◆ Exercise description
Verbatim copy, images omitted: return the full listing.

◆ Records shown
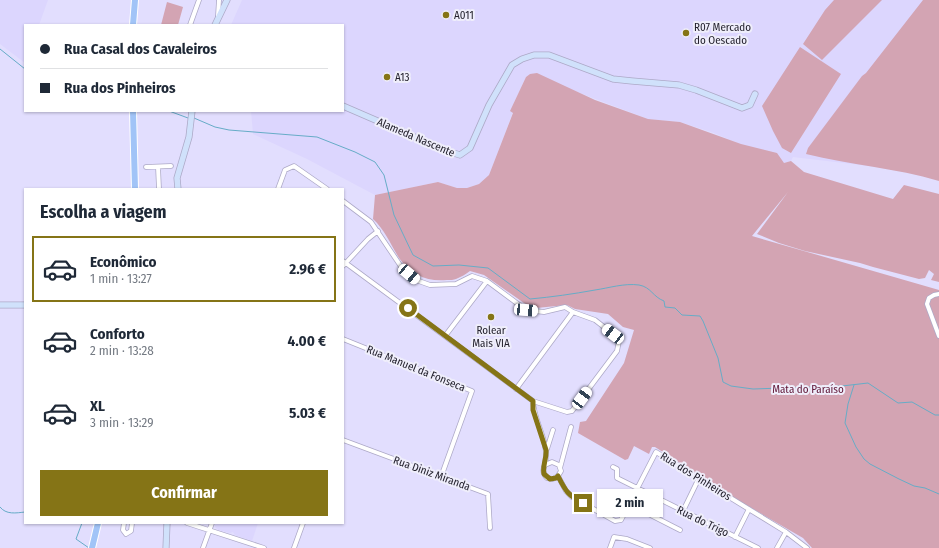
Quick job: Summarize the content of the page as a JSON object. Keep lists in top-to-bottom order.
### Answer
{
  "streets": {
    "street": [
      "Alameda Nascente",
      "Rua Manuel da Fonseca",
      "Rua Diniz Miranda",
      "Rua dos Pinheiros",
      "Rua do Trigo"
    ]
  },
  "crossings": [
    ["Rua Manuel da Fonseca", "Rua Diniz Miranda"],
    ["Rua dos Pinheiros", "Rua do Trigo"]
  ],
  "parks": ["Mata do Paraíso"],
  "places": [
    "A011",
    "R07 Mercado do Oescado",
    "A13",
    "Rolear Mais VIA"
  ],
  "page": {
    "banner": ["Rua Casal dos Cavaleiros", "Rua dos Pinheiros"],
    "heading": "Escolha a viagem",
    "list": [
      {
        "name": "Econômico",
        "note": "1 min · 13:27",
        "value": "2.96 €"
      },
      {
        "name": "Conforto",
        "note": "2 min · 13:28",
        "value": "4.00 €"
      },
      {
        "name": "XL",
        "note": "3 min · 13:29",
        "value": "5.03 €"
      }
    ],
    "buttons": "Confirmar",
    "bubble": "2 min"
  }
}
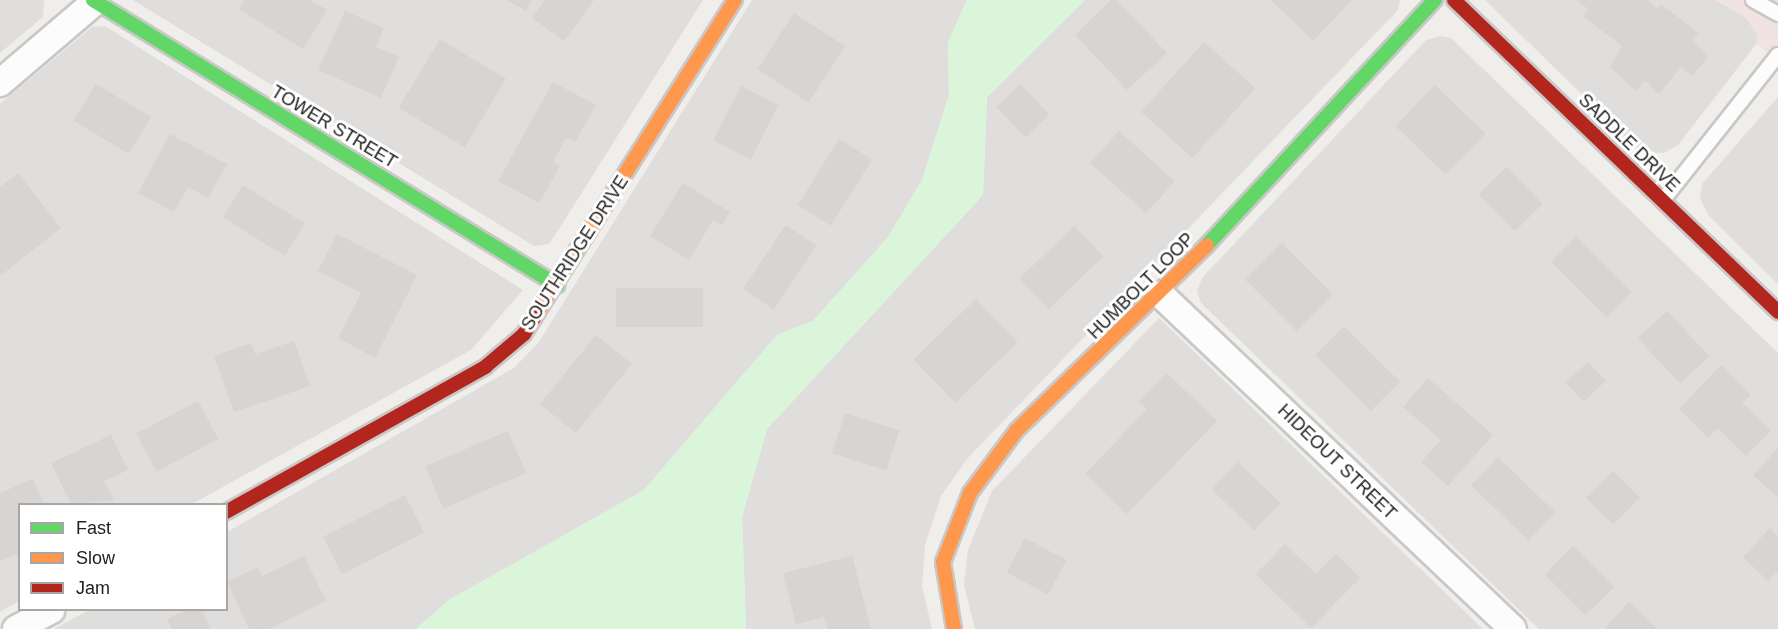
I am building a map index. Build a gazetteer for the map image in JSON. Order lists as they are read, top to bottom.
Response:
{
  "streets": {
    "street": [
      "TOWER STREET",
      "SADDLE DRIVE",
      "SOUTHRIDGE DRIVE",
      "HUMBOLT LOOP",
      "HIDEOUT STREET"
    ]
  },
  "crossings": [
    ["TOWER STREET", "SOUTHRIDGE DRIVE"],
    ["HUMBOLT LOOP", "HIDEOUT STREET"]
  ],
  "legend": ["Fast", "Slow", "Jam"]
}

◆ Answer section
Quick job: Summarize the content of the page as a JSON object. Keep lists in top-to-bottom order.
### Answer
{
  "streets": {
    "street": [
      "Alameda Nascente",
      "Rua Manuel da Fonseca",
      "Rua Diniz Miranda",
      "Rua dos Pinheiros",
      "Rua do Trigo"
    ]
  },
  "crossings": [
    ["Rua Manuel da Fonseca", "Rua Diniz Miranda"],
    ["Rua dos Pinheiros", "Rua do Trigo"]
  ],
  "parks": ["Mata do Paraíso"],
  "places": [
    "A011",
    "R07 Mercado do Oescado",
    "A13",
    "Rolear Mais VIA"
  ],
  "page": {
    "banner": ["Rua Casal dos Cavaleiros", "Rua dos Pinheiros"],
    "heading": "Escolha a viagem",
    "list": [
      {
        "name": "Econômico",
        "note": "1 min · 13:27",
        "value": "2.96 €"
      },
      {
        "name": "Conforto",
        "note": "2 min · 13:28",
        "value": "4.00 €"
      },
      {
        "name": "XL",
        "note": "3 min · 13:29",
        "value": "5.03 €"
      }
    ],
    "buttons": "Confirmar",
    "bubble": "2 min"
  }
}
I am building a map index. Build a gazetteer for the map image in JSON. Order lists as they are read, top to bottom.
Response:
{
  "streets": {
    "street": [
      "TOWER STREET",
      "SADDLE DRIVE",
      "SOUTHRIDGE DRIVE",
      "HUMBOLT LOOP",
      "HIDEOUT STREET"
    ]
  },
  "crossings": [
    ["TOWER STREET", "SOUTHRIDGE DRIVE"],
    ["HUMBOLT LOOP", "HIDEOUT STREET"]
  ],
  "legend": ["Fast", "Slow", "Jam"]
}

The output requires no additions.